It’s not every day that a giant helium-filled jellyfish swoops down on your head in a world-reknowned concert hall. Actually, it was last Sunday.
Science and technology took up residence in the Royal Festival Hall last week, when the Royal Society’s Summer Festival took over the South Bank of the Thames with an exhibition and a series of events. Cultish American band They Might Be Giants performed a special family show of their album of science-themed children’s songs; it was packed to the rafters. A flock of life-size pterosaur models was suspended over the terrace. In the huge public space beneath the auditorium, a range of stalls from companies, universities and institutions were presenting their work: the subjects included Cambridge and Bristol Universities’ work with morphing materials in aerospace; the European Extremely Large Telescope, to be built in Chile; displays on plate techtonics and the latest research into the properties of water; conservation of bees in Britain and rare long-legged wolves in Ethiopia; detection of microbes; and the work of the Diamond Light Source. And in the auditorium itself, Festo’s latest robotics concepts, two AirPenguins and an AirJelly, were gracefully flying around to the accompaniment of moody lighting and projections of the sun, moon and planets.

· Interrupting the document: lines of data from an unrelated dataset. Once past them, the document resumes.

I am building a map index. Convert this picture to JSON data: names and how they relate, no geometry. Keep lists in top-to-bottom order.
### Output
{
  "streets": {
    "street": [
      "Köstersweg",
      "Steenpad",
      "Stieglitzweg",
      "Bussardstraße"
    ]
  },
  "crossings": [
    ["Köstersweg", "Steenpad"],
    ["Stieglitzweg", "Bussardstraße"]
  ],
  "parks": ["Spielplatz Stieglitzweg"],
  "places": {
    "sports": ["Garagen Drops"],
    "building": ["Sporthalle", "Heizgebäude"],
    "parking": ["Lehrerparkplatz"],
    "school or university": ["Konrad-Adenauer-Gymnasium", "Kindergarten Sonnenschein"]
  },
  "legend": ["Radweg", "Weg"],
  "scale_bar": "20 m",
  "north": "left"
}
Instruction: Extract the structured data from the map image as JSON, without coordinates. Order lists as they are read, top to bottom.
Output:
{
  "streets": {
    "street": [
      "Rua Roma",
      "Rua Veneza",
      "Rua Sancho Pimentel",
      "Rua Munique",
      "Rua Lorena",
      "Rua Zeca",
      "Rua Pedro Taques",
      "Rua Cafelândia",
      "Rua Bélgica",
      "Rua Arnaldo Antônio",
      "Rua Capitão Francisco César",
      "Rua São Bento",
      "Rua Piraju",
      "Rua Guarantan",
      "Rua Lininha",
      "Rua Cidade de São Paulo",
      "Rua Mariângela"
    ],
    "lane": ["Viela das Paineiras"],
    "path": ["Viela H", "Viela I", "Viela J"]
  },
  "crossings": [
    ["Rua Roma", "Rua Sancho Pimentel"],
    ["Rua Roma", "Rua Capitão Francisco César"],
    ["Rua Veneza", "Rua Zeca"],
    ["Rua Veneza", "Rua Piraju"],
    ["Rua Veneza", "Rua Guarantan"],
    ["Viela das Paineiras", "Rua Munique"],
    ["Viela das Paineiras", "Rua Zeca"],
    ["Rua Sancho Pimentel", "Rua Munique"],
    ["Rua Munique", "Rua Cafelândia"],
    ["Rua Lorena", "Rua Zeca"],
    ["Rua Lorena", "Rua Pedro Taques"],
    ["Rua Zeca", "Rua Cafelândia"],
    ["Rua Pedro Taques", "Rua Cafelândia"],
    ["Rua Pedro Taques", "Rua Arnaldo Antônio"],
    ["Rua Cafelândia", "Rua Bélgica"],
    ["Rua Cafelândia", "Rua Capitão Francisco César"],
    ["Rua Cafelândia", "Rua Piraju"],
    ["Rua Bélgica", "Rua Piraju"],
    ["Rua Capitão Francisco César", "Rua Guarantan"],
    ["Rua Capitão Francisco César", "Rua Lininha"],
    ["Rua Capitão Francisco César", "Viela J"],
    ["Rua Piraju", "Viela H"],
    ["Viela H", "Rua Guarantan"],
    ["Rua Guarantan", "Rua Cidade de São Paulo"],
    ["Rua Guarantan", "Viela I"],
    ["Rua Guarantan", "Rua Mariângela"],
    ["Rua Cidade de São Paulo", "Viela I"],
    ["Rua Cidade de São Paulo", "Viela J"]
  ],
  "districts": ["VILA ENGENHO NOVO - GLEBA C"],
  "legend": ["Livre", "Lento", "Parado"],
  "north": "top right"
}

A better demonstration of the power of public engagement you couldn’t hope to see. Although the place was swarming with children and young people, there were also many adults; and the stalls were manned with people who earn their living at science and engineering. This wasn’t just an effort to engage the children, which can often give the impression that science is something to fascinate kids but which can be safely given up in later years: there was a real effort here to present science in the context of technology, as something that not only pervades our lives but is engaging on an adult scale; that it’s something you can do for a living. It’s what real people do.
The engineers from Festo were surrounded with people asking questions as their translucent creations flapped and soared silently overhead. As a demonstration of technology which is normally at home in the world of industrial automation, forming the grips for industrial robots — with the best will in the world, not something which is likely to engage many people outside their field — the flying penguins and jellyfish were a triumph.
Chatting with some of the people on the exhibition stalls, it seems that the ten-day event has attracted consistent interest. The EELT representatives, who were showing a 3D animation of the proposed telescope design, told me that they’d had as many questions about the engineering of the telescope as the astronomy, which usually grabs the headlines. The Cambridge stand was doing a brisk trade in ingenious origami versions of morphing structures.
It wouldn’t be surprising to find that, in a few years’ time, a considerable number of young people are inspired by the event to find careers in technology — and their families will have a good idea exactly what they’re doing and why they’re doing it. And it shows that public engagement, well designed and well considered, not only really works, but should be an integral part of the work of every institution involved in engineering.